I will never forget the time I posted a question about why something wasn’t working as I expected, with a minimal example (≈ 10 lines of python, no external libraries) and a description of the expected behaviour and observed behaviour.
The first three-ish replies I got were instant comments that this in fact does work like I would expect, and that the observed behaviour I described wasn’t what the code would produce. A day later, some highly-rated user made a friendly note that I had a typo that just happened to trigger this very unexpected error.
Basically, I was thrashed by the first replies, when the people replying hadn’t even run the code. It felt extremely good to be able to reply to them that they were asshats for saying that the code didn’t do what I said it did when they hadn’t even run it.
slate@sh.itjust.works 3 days ago
Removed. Someone else already said this before. Also, please ensure you stick to the stlye guides next time, and be less ambiguous. SO could mean a plethora of things.

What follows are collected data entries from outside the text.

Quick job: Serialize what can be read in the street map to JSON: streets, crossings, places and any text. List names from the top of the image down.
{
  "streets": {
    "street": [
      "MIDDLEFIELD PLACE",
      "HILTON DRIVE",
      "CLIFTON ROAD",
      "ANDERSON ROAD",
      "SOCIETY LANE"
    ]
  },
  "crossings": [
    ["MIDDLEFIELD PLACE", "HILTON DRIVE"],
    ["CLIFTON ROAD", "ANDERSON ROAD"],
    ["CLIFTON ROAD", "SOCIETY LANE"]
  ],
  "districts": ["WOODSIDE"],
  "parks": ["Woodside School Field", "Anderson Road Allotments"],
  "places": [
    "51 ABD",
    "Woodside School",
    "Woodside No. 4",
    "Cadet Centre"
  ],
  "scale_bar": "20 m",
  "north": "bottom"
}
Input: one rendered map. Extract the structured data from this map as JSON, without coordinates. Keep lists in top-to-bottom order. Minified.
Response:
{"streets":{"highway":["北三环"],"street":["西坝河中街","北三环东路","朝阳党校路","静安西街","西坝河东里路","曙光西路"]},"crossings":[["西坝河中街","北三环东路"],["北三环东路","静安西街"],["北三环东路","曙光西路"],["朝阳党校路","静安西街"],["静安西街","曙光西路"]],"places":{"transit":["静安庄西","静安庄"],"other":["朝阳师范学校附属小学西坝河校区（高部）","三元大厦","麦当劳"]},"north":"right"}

rumschlumpel@feddit.org 3 days ago
Spoiler
last time this question was answered was for several years older software versions, and the old solutions don’t work anymore
comador@lemmy.world 3 days ago
SO PTSD is real.
amateurcrastinator@lemmy.world 3 days ago
You have been banned for off topic low effort conversation.

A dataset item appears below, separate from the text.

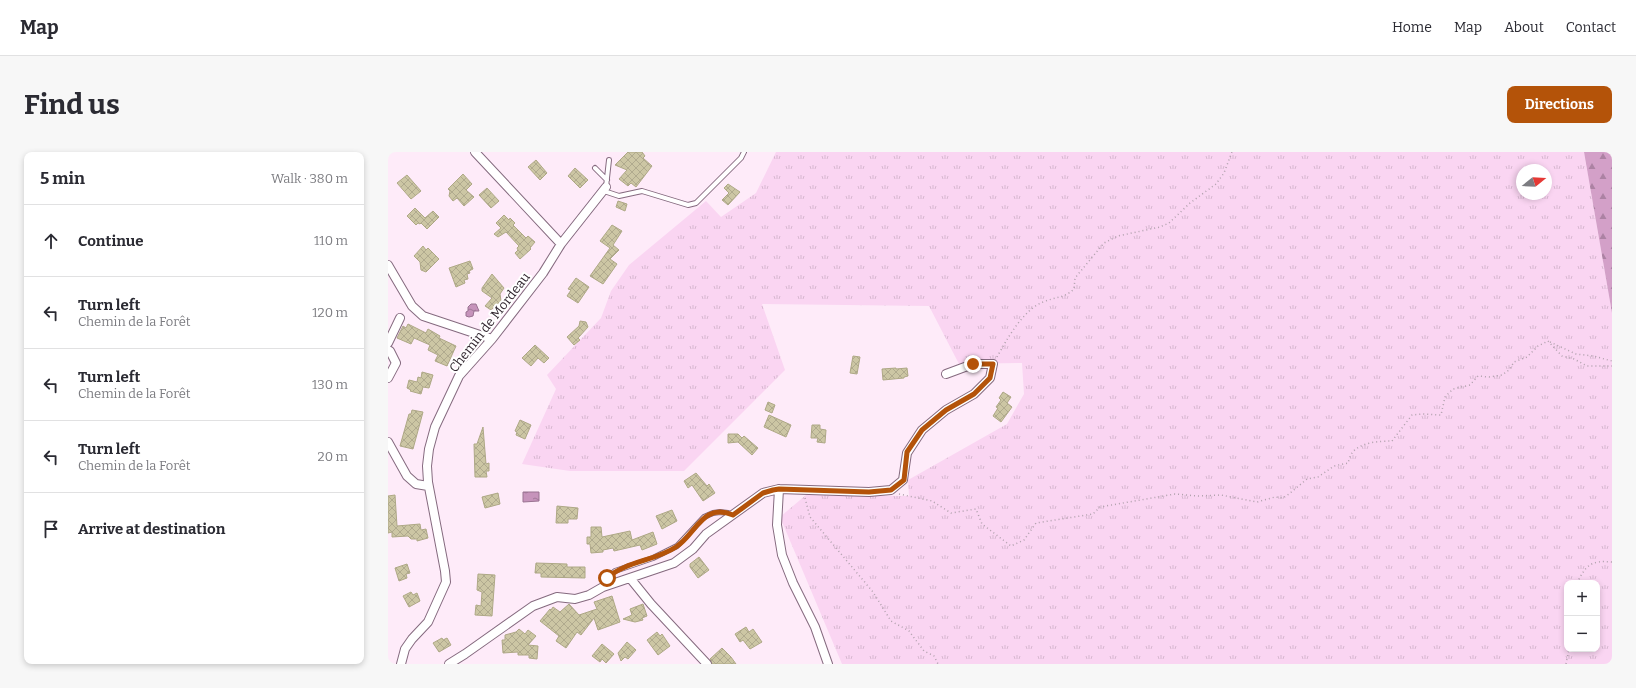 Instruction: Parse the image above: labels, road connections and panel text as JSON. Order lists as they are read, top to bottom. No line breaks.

Diplomjodler3@lemmy.world 3 days ago
Git gud, n00b!
ZILtoid1991@lemmy.world 3 days ago
In a video covering the toxicity of Stackoverflow, it was found ot at least some of the admins are also extremely toxic on other sites, in that same exact manner.
Supervisor194@lemmy.world 3 days ago
I was in the middle of making a reply like this but yours is better. Closed as duplicate.